Right now I'm trying to create a pipeline that initially use Random Oversampling, and the second step I want to use is a custom outlier remover, but I'm having problems executing that pipeline.
That is my code por the pipeline and all the process:
accuracy_lst = []
precision_lst = []
recall_lst = []
f1_lst = []
auc_lst = []
kf = StratifiedKFold(n_splits=5, shuffle=True, random_state=42)

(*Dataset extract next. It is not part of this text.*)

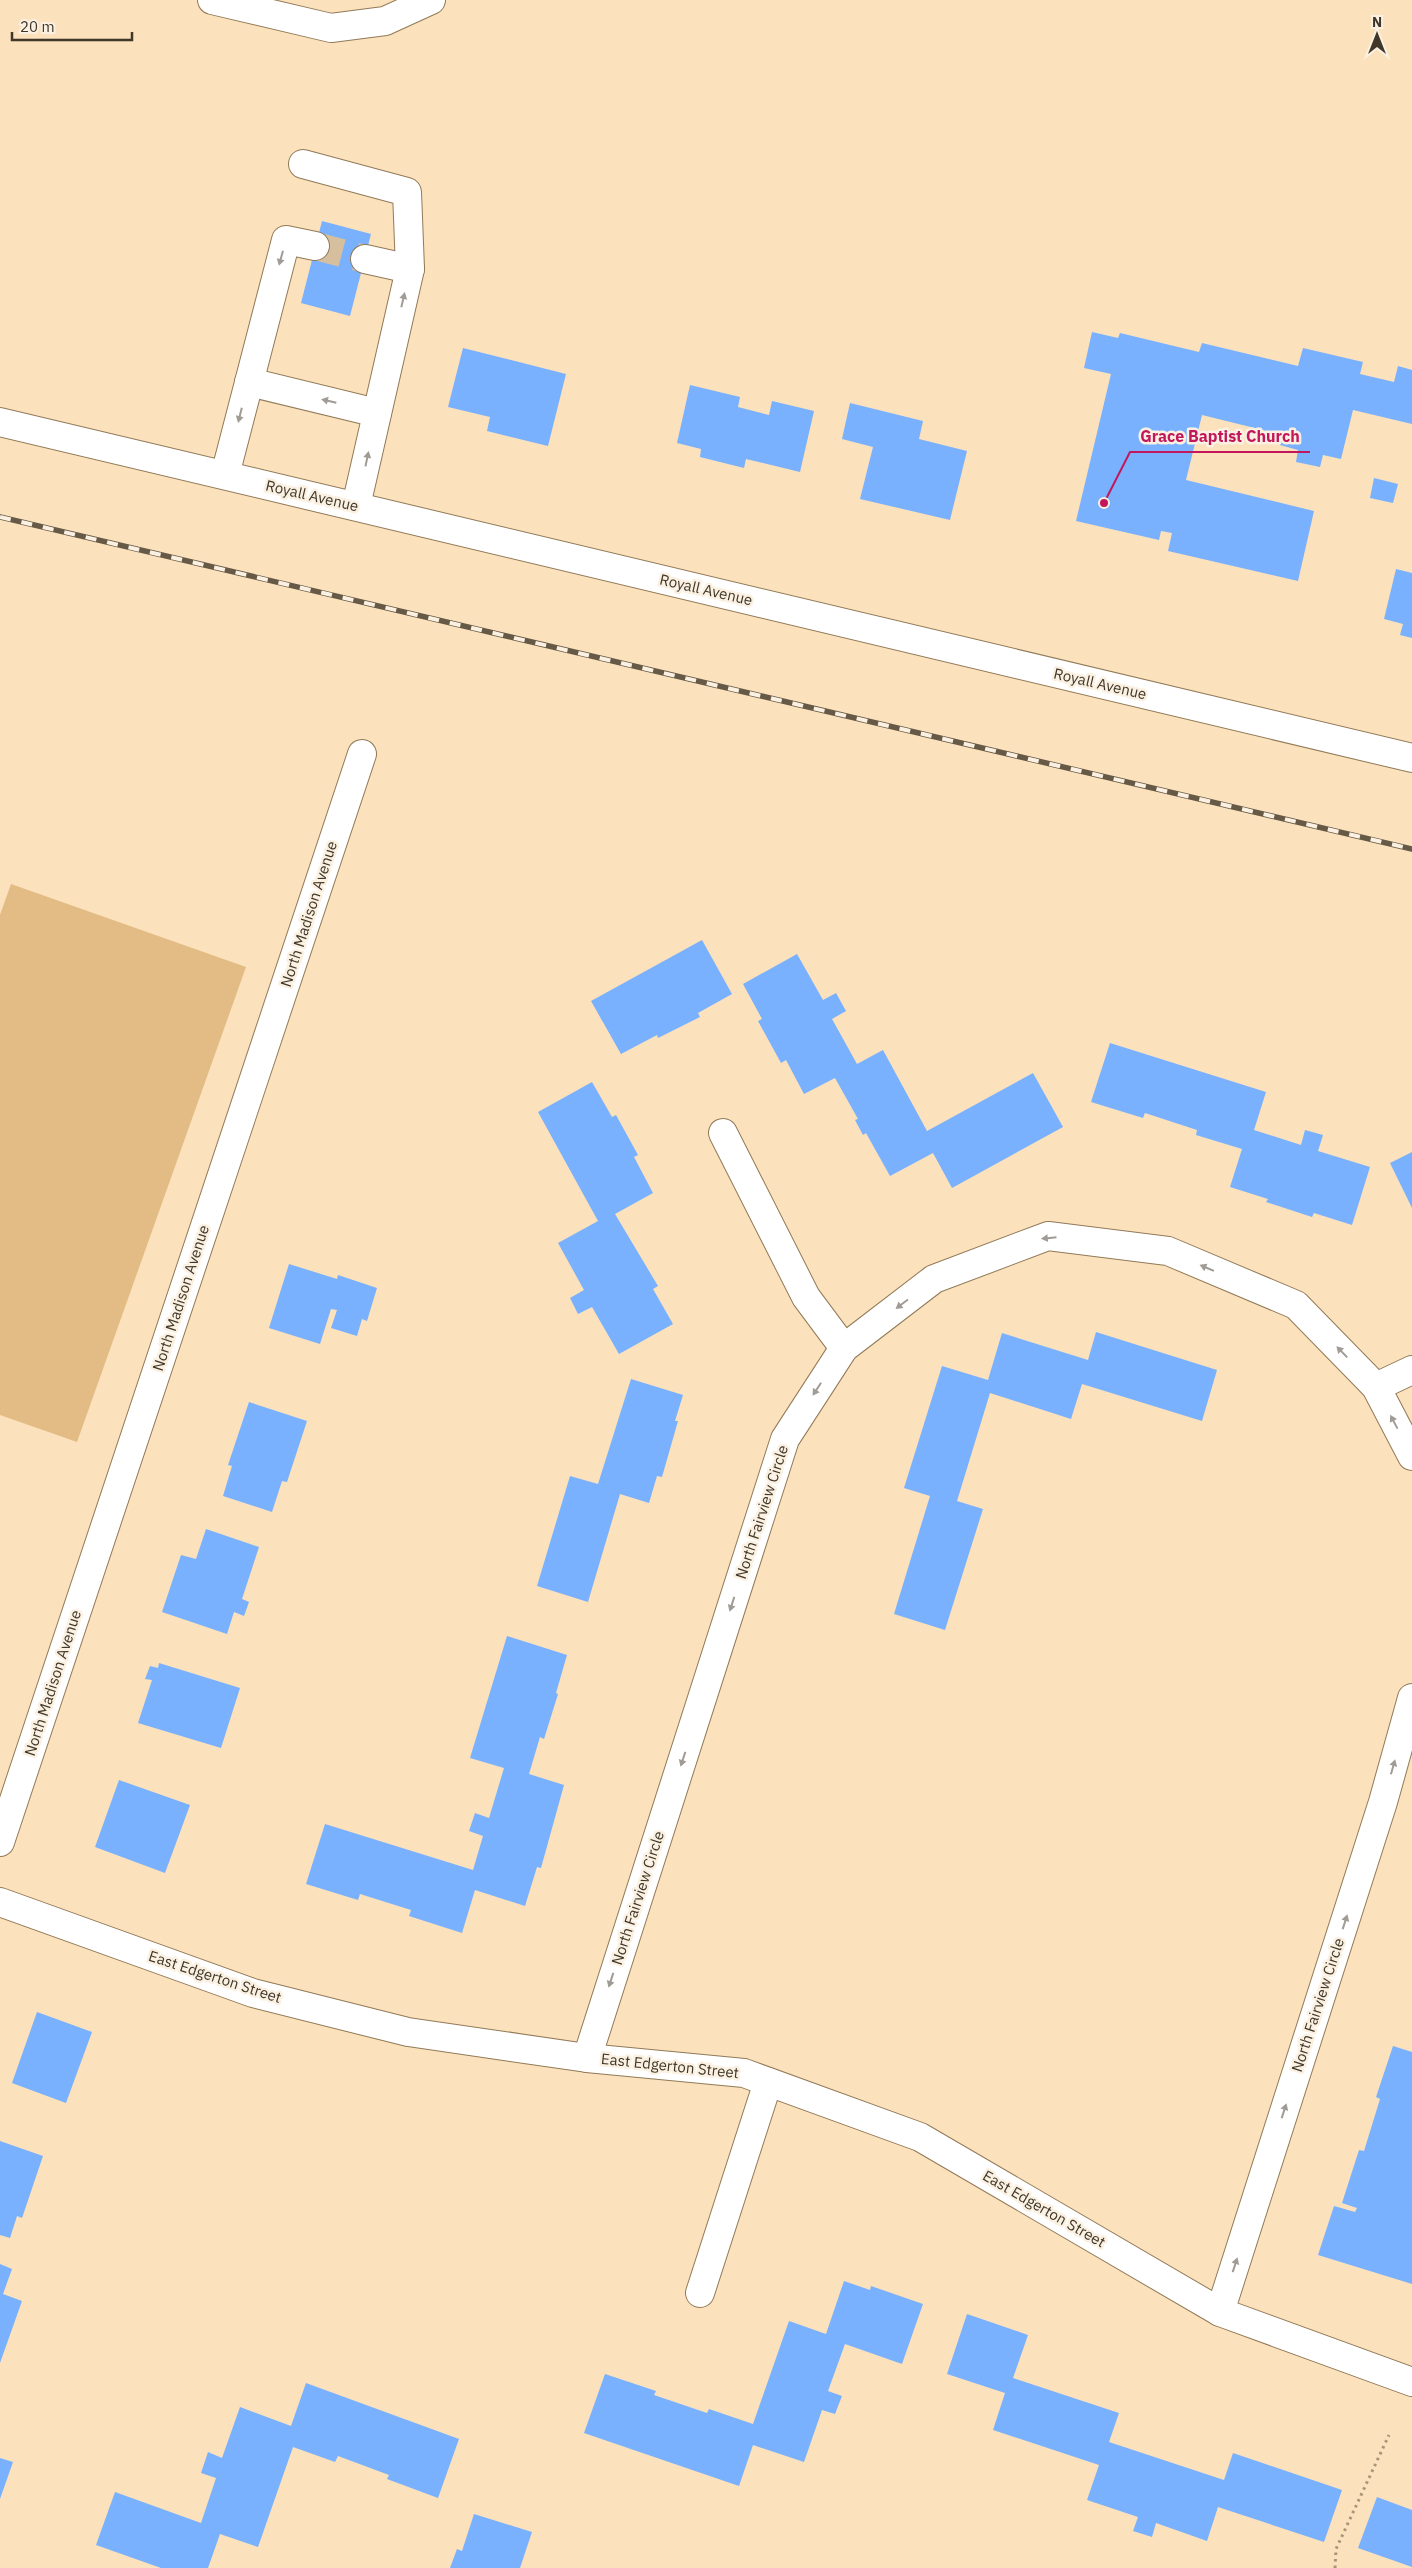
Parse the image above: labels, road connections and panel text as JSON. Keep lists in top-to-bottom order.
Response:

log_reg_params = {"penalty": ['l1', 'l2'], 'C': [0.001, 0.01, 0.1, 1, 10, 100, 1000]}
rand_log_reg = RandomizedSearchCV(LogisticRegression(max_iter = 200), log_reg_params, n_iter=4)
for train, test in kf.split(Org_X_train, Org_y_train):
X_train, X_test = Org_X_train.iloc[train], Org_X_train.iloc[test]
y_train, y_test = Org_y_train.iloc[train], Org_y_train.iloc[test]
print(X_train.index)
pipeline = make_pipeline(RandomOverSampler(random_state=42), OutlierRemover(columns=['V14', 'V12', 'V10', 'V4', 'V11', 'V2']), rand_log_reg)
print(X_train.index)
model = pipeline.fit(X_train, y_train)
best_est = rand_log_reg.best_estimator_
prediction = best_est.predict(X_test)
accuracy_lst.append(accuracy_score(y_test, prediction))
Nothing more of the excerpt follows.